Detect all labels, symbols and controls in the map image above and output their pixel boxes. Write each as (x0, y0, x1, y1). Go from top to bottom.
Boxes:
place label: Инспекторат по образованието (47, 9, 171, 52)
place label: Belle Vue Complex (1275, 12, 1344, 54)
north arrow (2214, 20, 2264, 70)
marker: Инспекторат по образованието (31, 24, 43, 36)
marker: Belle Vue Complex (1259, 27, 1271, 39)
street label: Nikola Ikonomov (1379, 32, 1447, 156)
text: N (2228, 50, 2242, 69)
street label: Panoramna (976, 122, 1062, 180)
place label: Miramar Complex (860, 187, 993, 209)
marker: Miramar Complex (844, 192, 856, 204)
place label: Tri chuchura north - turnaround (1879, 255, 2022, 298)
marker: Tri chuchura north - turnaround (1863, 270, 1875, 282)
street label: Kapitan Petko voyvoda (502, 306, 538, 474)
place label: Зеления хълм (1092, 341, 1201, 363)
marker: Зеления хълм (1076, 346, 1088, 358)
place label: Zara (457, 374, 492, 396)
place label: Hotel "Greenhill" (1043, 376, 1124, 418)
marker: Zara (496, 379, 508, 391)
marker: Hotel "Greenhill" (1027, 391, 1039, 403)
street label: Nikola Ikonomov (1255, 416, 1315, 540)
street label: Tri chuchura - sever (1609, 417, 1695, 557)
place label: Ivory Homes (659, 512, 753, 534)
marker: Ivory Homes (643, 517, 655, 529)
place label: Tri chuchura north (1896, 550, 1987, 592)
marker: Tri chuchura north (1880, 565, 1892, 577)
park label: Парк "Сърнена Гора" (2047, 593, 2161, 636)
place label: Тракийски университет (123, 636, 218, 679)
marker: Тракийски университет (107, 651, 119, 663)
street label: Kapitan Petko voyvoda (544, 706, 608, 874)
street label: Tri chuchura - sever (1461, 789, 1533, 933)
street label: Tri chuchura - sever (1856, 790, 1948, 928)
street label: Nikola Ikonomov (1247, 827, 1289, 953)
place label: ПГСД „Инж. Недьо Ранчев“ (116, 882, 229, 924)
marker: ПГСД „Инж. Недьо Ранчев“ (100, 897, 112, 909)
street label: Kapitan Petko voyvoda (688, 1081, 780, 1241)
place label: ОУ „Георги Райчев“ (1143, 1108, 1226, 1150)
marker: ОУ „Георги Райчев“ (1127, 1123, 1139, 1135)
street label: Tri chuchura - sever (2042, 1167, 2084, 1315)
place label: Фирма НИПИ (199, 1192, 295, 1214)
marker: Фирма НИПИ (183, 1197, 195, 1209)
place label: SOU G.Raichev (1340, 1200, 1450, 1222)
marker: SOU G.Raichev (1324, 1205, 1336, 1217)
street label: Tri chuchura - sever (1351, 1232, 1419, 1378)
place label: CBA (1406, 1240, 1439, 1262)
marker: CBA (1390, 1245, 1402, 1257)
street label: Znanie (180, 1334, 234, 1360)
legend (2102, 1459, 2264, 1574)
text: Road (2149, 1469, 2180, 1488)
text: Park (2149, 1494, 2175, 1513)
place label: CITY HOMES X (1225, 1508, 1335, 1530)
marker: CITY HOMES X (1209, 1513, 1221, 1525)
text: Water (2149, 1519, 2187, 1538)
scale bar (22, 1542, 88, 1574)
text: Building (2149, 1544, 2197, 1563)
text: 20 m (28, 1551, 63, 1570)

★ ★ ★

## [Exercise objective]
Print out the whole of the material above exactly.

## [The answer]
Detect all labels, symbols and controls in the map image above and output their pixel boxes. Write each as (x0, y0, x1, y1). Go from top to bottom.
Boxes:
place label: Инспекторат по образованието (47, 9, 171, 52)
place label: Belle Vue Complex (1275, 12, 1344, 54)
north arrow (2214, 20, 2264, 70)
marker: Инспекторат по образованието (31, 24, 43, 36)
marker: Belle Vue Complex (1259, 27, 1271, 39)
street label: Nikola Ikonomov (1379, 32, 1447, 156)
text: N (2228, 50, 2242, 69)
street label: Panoramna (976, 122, 1062, 180)
place label: Miramar Complex (860, 187, 993, 209)
marker: Miramar Complex (844, 192, 856, 204)
place label: Tri chuchura north - turnaround (1879, 255, 2022, 298)
marker: Tri chuchura north - turnaround (1863, 270, 1875, 282)
street label: Kapitan Petko voyvoda (502, 306, 538, 474)
place label: Зеления хълм (1092, 341, 1201, 363)
marker: Зеления хълм (1076, 346, 1088, 358)
place label: Zara (457, 374, 492, 396)
place label: Hotel "Greenhill" (1043, 376, 1124, 418)
marker: Zara (496, 379, 508, 391)
marker: Hotel "Greenhill" (1027, 391, 1039, 403)
street label: Nikola Ikonomov (1255, 416, 1315, 540)
street label: Tri chuchura - sever (1609, 417, 1695, 557)
place label: Ivory Homes (659, 512, 753, 534)
marker: Ivory Homes (643, 517, 655, 529)
place label: Tri chuchura north (1896, 550, 1987, 592)
marker: Tri chuchura north (1880, 565, 1892, 577)
park label: Парк "Сърнена Гора" (2047, 593, 2161, 636)
place label: Тракийски университет (123, 636, 218, 679)
marker: Тракийски университет (107, 651, 119, 663)
street label: Kapitan Petko voyvoda (544, 706, 608, 874)
street label: Tri chuchura - sever (1461, 789, 1533, 933)
street label: Tri chuchura - sever (1856, 790, 1948, 928)
street label: Nikola Ikonomov (1247, 827, 1289, 953)
place label: ПГСД „Инж. Недьо Ранчев“ (116, 882, 229, 924)
marker: ПГСД „Инж. Недьо Ранчев“ (100, 897, 112, 909)
street label: Kapitan Petko voyvoda (688, 1081, 780, 1241)
place label: ОУ „Георги Райчев“ (1143, 1108, 1226, 1150)
marker: ОУ „Георги Райчев“ (1127, 1123, 1139, 1135)
street label: Tri chuchura - sever (2042, 1167, 2084, 1315)
place label: Фирма НИПИ (199, 1192, 295, 1214)
marker: Фирма НИПИ (183, 1197, 195, 1209)
place label: SOU G.Raichev (1340, 1200, 1450, 1222)
marker: SOU G.Raichev (1324, 1205, 1336, 1217)
street label: Tri chuchura - sever (1351, 1232, 1419, 1378)
place label: CBA (1406, 1240, 1439, 1262)
marker: CBA (1390, 1245, 1402, 1257)
street label: Znanie (180, 1334, 234, 1360)
legend (2102, 1459, 2264, 1574)
text: Road (2149, 1469, 2180, 1488)
text: Park (2149, 1494, 2175, 1513)
place label: CITY HOMES X (1225, 1508, 1335, 1530)
marker: CITY HOMES X (1209, 1513, 1221, 1525)
text: Water (2149, 1519, 2187, 1538)
scale bar (22, 1542, 88, 1574)
text: Building (2149, 1544, 2197, 1563)
text: 20 m (28, 1551, 63, 1570)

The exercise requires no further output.